[Stored items]

^^^^

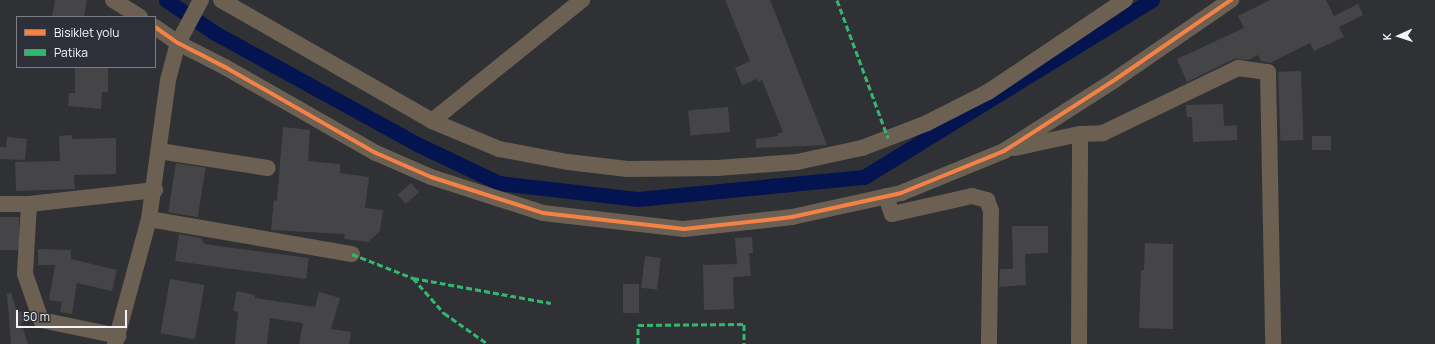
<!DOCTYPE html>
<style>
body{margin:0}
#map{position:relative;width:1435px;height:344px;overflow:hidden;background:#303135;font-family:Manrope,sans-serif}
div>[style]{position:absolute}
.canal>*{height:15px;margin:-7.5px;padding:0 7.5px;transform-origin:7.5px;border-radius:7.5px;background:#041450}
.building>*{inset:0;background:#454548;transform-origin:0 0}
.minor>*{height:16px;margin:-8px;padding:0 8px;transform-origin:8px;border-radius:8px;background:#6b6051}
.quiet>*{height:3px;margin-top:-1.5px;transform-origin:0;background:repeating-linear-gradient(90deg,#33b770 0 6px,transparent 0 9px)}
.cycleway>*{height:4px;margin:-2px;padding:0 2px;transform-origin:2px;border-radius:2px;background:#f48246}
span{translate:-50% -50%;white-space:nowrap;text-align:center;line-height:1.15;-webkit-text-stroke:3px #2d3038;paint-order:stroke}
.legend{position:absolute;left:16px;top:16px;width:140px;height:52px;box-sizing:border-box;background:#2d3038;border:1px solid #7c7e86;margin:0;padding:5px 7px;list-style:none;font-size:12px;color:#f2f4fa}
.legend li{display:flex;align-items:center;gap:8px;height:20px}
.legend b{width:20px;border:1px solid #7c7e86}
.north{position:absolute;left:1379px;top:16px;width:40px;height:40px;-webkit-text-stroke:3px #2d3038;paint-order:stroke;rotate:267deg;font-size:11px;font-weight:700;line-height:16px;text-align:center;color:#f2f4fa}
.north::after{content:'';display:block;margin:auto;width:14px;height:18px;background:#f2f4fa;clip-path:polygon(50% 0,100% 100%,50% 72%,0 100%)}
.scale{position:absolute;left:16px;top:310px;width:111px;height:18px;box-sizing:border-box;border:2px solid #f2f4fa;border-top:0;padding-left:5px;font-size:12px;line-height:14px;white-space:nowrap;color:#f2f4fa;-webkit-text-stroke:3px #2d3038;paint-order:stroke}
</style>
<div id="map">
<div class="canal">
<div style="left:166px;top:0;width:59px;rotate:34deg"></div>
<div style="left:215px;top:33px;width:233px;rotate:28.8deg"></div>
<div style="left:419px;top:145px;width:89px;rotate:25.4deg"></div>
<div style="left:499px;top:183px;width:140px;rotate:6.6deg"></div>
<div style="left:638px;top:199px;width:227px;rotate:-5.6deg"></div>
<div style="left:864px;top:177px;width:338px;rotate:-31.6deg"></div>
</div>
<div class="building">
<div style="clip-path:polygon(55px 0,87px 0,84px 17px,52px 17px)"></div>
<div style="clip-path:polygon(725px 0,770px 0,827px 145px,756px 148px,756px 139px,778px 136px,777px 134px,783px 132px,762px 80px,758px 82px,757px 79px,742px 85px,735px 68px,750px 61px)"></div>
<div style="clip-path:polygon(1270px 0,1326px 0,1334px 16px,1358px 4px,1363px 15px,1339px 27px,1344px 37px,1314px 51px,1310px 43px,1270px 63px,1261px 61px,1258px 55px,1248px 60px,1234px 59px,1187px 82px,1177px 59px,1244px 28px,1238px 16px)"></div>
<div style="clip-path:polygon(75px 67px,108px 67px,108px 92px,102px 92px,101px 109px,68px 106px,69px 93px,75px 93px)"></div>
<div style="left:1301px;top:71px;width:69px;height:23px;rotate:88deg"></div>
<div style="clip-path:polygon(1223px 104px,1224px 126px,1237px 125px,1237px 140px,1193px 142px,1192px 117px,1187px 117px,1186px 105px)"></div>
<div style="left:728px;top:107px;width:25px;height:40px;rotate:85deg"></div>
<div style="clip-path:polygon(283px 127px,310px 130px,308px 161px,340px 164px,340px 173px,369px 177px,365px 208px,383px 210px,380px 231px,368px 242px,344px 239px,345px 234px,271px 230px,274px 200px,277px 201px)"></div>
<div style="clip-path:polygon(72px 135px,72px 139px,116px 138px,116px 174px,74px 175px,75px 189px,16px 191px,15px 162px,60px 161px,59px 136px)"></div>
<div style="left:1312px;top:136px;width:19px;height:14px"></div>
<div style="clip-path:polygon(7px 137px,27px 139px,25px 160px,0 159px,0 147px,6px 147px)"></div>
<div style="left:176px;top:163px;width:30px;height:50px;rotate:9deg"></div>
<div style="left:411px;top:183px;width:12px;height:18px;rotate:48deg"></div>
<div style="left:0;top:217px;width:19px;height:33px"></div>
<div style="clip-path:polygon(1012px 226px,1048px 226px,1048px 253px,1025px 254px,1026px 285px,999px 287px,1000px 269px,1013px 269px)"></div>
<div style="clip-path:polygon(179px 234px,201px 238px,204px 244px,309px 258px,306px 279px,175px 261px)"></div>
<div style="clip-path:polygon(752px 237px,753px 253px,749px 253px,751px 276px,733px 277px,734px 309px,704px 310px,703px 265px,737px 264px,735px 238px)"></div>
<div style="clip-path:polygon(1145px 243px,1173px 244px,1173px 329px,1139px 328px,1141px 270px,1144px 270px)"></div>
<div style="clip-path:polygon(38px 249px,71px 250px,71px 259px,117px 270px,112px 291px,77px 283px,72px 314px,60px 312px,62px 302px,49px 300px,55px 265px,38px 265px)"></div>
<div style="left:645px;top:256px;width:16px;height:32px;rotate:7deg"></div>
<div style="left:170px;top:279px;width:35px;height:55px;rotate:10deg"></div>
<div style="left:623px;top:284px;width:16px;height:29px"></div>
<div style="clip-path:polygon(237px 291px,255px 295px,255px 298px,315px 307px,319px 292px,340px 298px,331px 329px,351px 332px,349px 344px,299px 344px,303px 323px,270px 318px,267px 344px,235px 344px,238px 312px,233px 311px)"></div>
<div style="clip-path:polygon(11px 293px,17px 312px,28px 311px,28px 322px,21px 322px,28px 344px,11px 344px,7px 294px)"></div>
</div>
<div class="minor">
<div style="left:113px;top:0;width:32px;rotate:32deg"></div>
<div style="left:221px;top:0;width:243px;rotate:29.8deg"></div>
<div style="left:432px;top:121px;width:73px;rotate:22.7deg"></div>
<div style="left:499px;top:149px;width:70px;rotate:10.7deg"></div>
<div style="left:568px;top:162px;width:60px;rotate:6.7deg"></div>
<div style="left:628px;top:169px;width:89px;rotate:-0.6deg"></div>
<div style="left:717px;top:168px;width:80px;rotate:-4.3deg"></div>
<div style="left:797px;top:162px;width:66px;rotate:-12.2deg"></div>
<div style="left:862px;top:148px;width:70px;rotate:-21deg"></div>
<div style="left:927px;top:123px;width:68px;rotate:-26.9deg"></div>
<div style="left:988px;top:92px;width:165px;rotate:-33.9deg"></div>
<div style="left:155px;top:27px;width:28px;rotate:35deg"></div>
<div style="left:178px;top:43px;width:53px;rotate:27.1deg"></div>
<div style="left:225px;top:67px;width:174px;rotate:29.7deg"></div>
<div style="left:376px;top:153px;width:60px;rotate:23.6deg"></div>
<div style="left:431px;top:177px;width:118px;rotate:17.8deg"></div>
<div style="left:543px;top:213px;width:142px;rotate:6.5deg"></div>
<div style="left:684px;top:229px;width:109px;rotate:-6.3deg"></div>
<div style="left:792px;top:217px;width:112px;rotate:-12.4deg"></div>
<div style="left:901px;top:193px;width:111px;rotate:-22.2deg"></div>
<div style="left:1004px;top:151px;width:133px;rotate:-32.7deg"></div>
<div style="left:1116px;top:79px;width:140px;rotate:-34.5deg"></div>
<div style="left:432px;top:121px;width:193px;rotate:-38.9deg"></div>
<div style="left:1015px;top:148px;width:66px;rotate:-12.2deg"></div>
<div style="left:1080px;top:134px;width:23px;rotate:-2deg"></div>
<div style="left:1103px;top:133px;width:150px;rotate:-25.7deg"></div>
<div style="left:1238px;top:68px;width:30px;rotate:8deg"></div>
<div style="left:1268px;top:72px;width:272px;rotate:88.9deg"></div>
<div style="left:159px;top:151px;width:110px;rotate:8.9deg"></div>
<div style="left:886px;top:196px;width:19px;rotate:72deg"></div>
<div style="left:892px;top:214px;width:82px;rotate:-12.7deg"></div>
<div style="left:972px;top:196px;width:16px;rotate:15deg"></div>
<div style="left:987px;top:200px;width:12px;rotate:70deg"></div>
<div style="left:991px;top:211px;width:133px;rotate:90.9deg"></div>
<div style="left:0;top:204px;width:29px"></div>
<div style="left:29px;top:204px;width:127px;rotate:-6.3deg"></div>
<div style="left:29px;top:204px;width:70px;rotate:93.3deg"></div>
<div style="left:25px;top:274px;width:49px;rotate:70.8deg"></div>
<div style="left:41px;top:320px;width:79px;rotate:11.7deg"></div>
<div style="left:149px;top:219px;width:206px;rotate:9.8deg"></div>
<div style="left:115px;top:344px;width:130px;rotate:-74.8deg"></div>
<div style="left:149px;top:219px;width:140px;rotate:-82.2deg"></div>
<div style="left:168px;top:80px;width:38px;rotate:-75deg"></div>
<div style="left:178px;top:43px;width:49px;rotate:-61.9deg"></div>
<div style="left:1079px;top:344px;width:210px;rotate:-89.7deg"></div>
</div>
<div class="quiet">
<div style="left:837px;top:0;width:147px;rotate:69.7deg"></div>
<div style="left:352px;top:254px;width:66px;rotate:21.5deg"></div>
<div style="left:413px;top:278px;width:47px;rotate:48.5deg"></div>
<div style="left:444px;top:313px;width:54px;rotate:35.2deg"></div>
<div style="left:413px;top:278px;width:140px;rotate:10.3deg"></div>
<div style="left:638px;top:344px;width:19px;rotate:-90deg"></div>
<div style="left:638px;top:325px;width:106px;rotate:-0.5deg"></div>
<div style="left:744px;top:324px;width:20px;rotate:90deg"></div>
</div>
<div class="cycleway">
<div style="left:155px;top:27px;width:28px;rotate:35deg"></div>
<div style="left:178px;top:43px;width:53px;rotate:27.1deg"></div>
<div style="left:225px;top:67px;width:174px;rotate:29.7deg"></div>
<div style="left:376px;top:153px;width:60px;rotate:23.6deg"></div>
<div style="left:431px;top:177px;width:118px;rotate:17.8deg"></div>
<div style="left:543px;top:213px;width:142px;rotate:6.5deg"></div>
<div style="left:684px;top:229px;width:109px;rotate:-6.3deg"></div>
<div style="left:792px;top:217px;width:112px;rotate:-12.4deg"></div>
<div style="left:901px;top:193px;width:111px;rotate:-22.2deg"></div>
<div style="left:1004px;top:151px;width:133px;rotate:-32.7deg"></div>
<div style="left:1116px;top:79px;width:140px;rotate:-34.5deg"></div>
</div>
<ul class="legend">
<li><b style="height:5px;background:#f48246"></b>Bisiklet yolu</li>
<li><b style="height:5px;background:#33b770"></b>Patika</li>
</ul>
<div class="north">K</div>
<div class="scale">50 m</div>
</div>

^^^^

§ **WHAT YOU HAVE TO DO**
Read through the entries and copy each line in which "color" appears.

§ **OUTPUT OF THE EXERCISE**
.legend{position:absolute;left:16px;top:16px;width:140px;height:52px;box-sizing:border-box;background:#2d3038;border:1px solid #7c7e86;margin:0;padding:5px 7px;list-style:none;font-size:12px;color:#f2f4fa}
.north{position:absolute;left:1379px;top:16px;width:40px;height:40px;-webkit-text-stroke:3px #2d3038;paint-order:stroke;rotate:267deg;font-size:11px;font-weight:700;line-height:16px;text-align:center;color:#f2f4fa}
.scale{position:absolute;left:16px;top:310px;width:111px;height:18px;box-sizing:border-box;border:2px solid #f2f4fa;border-top:0;padding-left:5px;font-size:12px;line-height:14px;white-space:nowrap;color:#f2f4fa;-webkit-text-stroke:3px #2d3038;paint-order:stroke}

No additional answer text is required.